Your answer should consist only of the lines below from the one with "Give me a JSON index of this" through the one with "I am building", copied exactly.

====== INPUT RECORDS ======

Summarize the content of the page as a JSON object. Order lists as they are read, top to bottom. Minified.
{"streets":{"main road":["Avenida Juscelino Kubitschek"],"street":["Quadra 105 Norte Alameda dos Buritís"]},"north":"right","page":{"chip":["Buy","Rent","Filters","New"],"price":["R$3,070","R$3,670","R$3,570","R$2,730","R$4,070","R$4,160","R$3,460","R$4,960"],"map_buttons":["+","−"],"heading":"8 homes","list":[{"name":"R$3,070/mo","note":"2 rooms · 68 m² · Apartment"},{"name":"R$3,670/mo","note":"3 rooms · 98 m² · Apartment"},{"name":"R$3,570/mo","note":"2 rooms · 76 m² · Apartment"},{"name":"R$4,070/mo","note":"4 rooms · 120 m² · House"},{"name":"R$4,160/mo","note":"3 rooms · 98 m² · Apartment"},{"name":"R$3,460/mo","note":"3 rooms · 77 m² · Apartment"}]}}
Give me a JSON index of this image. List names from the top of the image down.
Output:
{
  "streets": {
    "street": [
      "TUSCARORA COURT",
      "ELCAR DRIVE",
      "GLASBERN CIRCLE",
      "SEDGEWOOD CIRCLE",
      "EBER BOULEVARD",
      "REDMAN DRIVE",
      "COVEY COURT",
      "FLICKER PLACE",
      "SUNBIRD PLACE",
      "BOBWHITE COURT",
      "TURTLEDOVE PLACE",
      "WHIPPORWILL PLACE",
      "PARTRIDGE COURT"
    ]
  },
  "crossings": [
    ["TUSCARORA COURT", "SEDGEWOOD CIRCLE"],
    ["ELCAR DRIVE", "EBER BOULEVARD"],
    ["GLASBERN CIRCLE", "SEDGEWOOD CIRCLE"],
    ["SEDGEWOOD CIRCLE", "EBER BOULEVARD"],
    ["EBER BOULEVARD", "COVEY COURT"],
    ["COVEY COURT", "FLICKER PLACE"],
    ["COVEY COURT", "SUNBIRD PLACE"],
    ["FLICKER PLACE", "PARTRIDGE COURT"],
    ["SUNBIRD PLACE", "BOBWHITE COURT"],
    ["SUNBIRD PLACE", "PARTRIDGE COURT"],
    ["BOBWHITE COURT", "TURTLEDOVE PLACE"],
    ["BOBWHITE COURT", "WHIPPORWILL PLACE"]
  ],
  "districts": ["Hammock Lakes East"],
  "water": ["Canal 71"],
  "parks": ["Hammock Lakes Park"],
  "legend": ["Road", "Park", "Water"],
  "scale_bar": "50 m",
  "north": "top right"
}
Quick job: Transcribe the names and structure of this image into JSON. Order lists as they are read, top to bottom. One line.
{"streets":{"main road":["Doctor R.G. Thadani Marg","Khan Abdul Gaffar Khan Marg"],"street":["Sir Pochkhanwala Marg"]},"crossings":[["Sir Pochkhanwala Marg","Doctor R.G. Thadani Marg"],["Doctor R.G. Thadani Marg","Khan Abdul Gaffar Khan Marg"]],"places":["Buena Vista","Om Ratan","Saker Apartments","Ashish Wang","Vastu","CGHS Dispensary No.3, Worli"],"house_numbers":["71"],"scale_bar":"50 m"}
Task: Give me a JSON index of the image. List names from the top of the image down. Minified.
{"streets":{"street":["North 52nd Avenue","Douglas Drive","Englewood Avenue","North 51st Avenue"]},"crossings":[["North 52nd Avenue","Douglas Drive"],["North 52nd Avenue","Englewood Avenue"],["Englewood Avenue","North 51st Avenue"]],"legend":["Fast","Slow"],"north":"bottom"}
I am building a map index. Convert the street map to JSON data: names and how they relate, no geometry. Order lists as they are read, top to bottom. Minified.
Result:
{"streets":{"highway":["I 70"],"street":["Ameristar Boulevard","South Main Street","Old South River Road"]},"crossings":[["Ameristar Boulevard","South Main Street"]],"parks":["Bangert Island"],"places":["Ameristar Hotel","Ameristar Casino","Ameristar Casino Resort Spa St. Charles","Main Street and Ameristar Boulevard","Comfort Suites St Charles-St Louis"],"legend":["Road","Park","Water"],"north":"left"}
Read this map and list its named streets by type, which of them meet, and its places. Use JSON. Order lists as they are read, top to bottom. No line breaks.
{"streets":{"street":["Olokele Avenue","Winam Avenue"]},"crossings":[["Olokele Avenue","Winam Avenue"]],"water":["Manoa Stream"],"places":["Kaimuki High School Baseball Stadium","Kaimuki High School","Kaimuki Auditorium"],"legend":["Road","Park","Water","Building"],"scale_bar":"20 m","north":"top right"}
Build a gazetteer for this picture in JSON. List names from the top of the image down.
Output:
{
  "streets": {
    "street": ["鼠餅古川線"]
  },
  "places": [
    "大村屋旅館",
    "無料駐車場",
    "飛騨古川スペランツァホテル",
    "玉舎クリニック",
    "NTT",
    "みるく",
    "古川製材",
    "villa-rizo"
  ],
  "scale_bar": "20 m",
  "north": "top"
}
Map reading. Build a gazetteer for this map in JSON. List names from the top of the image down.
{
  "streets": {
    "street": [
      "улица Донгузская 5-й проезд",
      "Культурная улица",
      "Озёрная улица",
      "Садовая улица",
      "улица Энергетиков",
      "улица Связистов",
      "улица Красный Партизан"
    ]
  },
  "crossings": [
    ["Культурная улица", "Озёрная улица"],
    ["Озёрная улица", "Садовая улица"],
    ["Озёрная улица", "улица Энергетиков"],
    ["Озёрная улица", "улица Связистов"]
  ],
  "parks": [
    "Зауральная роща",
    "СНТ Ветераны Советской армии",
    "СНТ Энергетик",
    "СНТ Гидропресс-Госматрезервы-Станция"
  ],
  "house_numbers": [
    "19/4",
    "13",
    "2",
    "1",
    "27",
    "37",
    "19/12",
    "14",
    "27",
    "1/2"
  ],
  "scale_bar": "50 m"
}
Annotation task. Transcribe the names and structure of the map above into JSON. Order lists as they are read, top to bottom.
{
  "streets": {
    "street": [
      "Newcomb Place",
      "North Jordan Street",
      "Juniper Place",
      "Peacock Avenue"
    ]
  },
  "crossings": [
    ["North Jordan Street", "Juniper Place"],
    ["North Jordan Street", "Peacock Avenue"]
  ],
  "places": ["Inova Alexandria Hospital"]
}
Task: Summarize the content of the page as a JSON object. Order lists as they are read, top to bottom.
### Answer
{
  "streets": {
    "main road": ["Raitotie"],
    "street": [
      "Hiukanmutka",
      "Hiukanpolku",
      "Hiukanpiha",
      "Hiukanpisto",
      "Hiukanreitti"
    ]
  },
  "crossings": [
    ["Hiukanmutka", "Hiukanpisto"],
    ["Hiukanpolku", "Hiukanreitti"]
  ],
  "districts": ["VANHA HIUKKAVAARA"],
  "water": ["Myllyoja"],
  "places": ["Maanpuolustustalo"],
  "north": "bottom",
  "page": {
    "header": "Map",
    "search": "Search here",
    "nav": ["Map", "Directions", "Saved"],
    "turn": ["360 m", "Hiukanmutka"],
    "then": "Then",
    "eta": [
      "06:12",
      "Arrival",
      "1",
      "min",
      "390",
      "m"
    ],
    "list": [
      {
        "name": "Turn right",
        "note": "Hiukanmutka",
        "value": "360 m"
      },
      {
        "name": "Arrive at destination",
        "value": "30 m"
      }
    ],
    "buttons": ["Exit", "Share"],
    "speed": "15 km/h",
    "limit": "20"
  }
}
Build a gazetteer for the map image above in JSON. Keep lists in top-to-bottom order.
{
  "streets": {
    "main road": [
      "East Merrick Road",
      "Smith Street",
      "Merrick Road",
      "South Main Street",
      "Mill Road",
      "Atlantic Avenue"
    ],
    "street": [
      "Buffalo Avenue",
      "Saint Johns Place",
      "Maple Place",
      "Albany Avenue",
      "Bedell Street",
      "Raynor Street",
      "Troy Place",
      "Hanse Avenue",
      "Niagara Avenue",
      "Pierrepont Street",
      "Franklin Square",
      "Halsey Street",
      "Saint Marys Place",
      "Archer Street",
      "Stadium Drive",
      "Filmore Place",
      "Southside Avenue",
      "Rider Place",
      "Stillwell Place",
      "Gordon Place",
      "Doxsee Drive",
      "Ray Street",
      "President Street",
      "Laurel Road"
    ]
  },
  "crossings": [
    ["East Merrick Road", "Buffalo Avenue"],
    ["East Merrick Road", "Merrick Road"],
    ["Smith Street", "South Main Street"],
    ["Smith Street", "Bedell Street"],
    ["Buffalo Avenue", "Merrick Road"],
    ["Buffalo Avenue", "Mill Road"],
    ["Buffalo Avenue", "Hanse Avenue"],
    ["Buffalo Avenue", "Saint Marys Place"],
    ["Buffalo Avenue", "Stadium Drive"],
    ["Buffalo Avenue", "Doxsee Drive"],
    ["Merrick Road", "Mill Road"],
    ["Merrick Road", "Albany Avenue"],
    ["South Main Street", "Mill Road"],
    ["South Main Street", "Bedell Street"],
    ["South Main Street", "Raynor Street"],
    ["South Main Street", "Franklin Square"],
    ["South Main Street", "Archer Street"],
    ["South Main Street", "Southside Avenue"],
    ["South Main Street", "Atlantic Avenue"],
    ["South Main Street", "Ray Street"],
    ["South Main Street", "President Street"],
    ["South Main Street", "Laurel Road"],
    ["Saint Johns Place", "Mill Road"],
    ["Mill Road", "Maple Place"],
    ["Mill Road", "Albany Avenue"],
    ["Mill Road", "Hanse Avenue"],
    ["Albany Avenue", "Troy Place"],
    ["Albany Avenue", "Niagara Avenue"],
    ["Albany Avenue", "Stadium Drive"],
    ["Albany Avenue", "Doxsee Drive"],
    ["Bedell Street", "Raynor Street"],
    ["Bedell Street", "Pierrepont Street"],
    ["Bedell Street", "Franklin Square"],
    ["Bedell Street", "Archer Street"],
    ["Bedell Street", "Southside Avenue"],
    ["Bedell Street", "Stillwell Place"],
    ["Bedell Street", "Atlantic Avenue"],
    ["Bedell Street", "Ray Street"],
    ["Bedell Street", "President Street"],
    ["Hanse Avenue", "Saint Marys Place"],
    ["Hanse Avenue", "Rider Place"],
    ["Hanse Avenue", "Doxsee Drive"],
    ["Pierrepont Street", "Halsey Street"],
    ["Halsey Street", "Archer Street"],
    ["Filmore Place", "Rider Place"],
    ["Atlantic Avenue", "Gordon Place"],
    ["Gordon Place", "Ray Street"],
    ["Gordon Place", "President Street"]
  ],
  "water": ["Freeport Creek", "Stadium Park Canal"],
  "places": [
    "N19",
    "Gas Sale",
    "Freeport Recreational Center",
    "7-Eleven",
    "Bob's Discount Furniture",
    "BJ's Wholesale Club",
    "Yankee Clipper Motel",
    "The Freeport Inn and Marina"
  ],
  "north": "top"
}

======

ANSWER TO THIS TASK:
Give me a JSON index of this image. List names from the top of the image down.
Output:
{
  "streets": {
    "street": [
      "TUSCARORA COURT",
      "ELCAR DRIVE",
      "GLASBERN CIRCLE",
      "SEDGEWOOD CIRCLE",
      "EBER BOULEVARD",
      "REDMAN DRIVE",
      "COVEY COURT",
      "FLICKER PLACE",
      "SUNBIRD PLACE",
      "BOBWHITE COURT",
      "TURTLEDOVE PLACE",
      "WHIPPORWILL PLACE",
      "PARTRIDGE COURT"
    ]
  },
  "crossings": [
    ["TUSCARORA COURT", "SEDGEWOOD CIRCLE"],
    ["ELCAR DRIVE", "EBER BOULEVARD"],
    ["GLASBERN CIRCLE", "SEDGEWOOD CIRCLE"],
    ["SEDGEWOOD CIRCLE", "EBER BOULEVARD"],
    ["EBER BOULEVARD", "COVEY COURT"],
    ["COVEY COURT", "FLICKER PLACE"],
    ["COVEY COURT", "SUNBIRD PLACE"],
    ["FLICKER PLACE", "PARTRIDGE COURT"],
    ["SUNBIRD PLACE", "BOBWHITE COURT"],
    ["SUNBIRD PLACE", "PARTRIDGE COURT"],
    ["BOBWHITE COURT", "TURTLEDOVE PLACE"],
    ["BOBWHITE COURT", "WHIPPORWILL PLACE"]
  ],
  "districts": ["Hammock Lakes East"],
  "water": ["Canal 71"],
  "parks": ["Hammock Lakes Park"],
  "legend": ["Road", "Park", "Water"],
  "scale_bar": "50 m",
  "north": "top right"
}
Quick job: Transcribe the names and structure of this image into JSON. Order lists as they are read, top to bottom. One line.
{"streets":{"main road":["Doctor R.G. Thadani Marg","Khan Abdul Gaffar Khan Marg"],"street":["Sir Pochkhanwala Marg"]},"crossings":[["Sir Pochkhanwala Marg","Doctor R.G. Thadani Marg"],["Doctor R.G. Thadani Marg","Khan Abdul Gaffar Khan Marg"]],"places":["Buena Vista","Om Ratan","Saker Apartments","Ashish Wang","Vastu","CGHS Dispensary No.3, Worli"],"house_numbers":["71"],"scale_bar":"50 m"}
Task: Give me a JSON index of the image. List names from the top of the image down. Minified.
{"streets":{"street":["North 52nd Avenue","Douglas Drive","Englewood Avenue","North 51st Avenue"]},"crossings":[["North 52nd Avenue","Douglas Drive"],["North 52nd Avenue","Englewood Avenue"],["Englewood Avenue","North 51st Avenue"]],"legend":["Fast","Slow"],"north":"bottom"}
I am building a map index. Convert the street map to JSON data: names and how they relate, no geometry. Order lists as they are read, top to bottom. Minified.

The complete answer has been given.